__EXERCISE DIRECTIONS__
Wherever the listing holds a picture, leave it out, and copy the remainder exactly.

__MATERIAL PROVIDED__
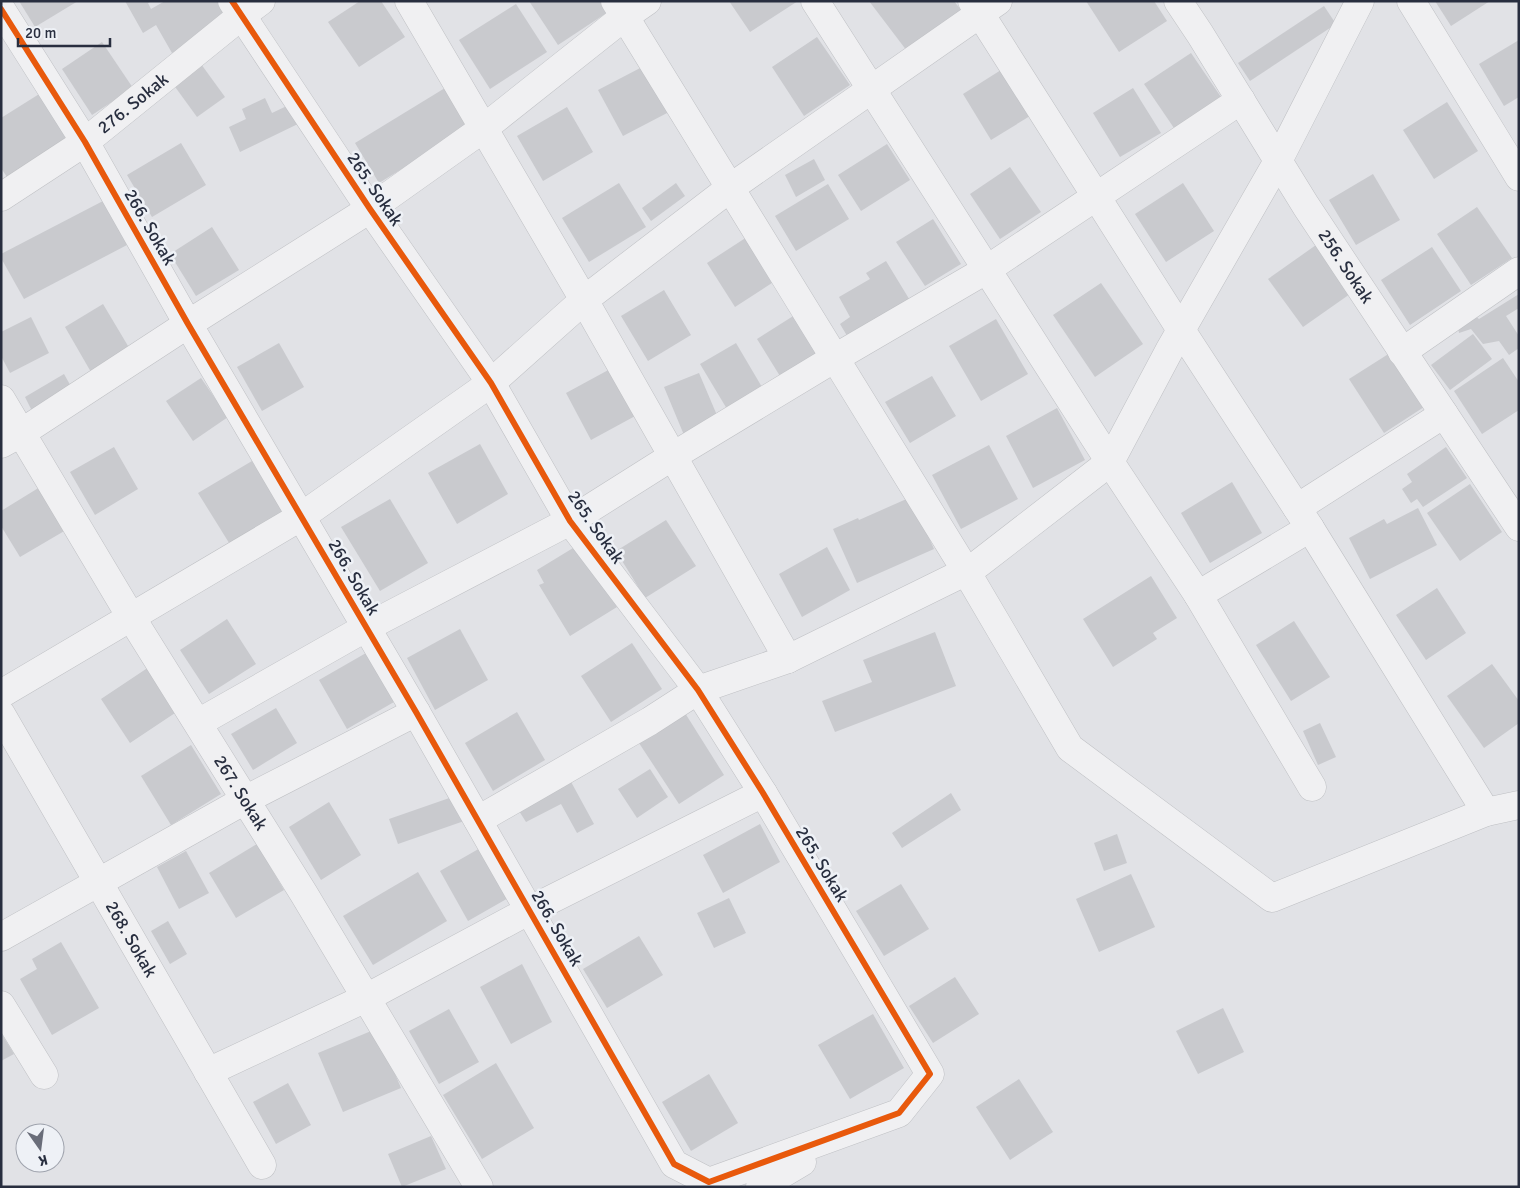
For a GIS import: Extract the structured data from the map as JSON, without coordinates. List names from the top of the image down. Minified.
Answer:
{"streets":{"street":["276. Sokak","265. Sokak","266. Sokak","256. Sokak","267. Sokak","268. Sokak"]},"crossings":[["276. Sokak","265. Sokak"],["276. Sokak","266. Sokak"],["265. Sokak","266. Sokak"]],"scale_bar":"20 m","north":"bottom"}
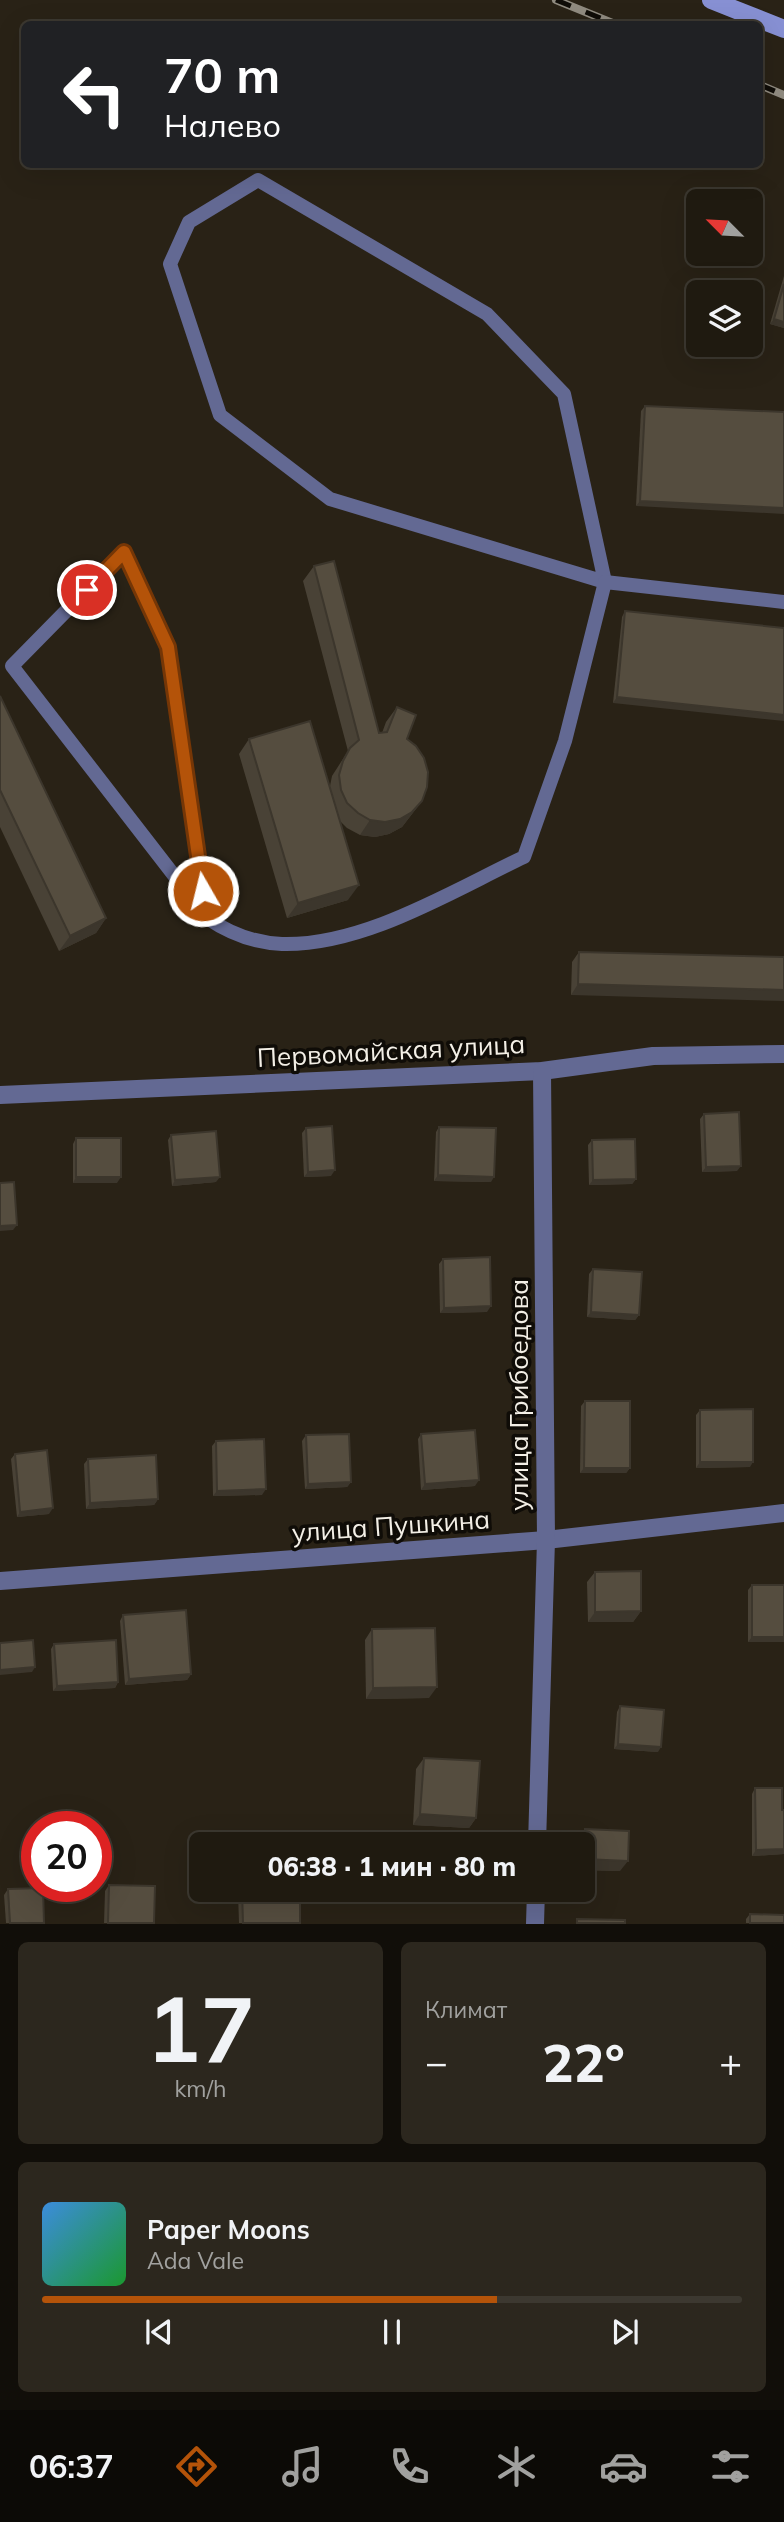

__ANSWER TO THE PROBLEM__
For a GIS import: Extract the structured data from the map as JSON, without coordinates. List names from the top of the image down. Minified.
Answer:
{"streets":{"street":["276. Sokak","265. Sokak","266. Sokak","256. Sokak","267. Sokak","268. Sokak"]},"crossings":[["276. Sokak","265. Sokak"],["276. Sokak","266. Sokak"],["265. Sokak","266. Sokak"]],"scale_bar":"20 m","north":"bottom"}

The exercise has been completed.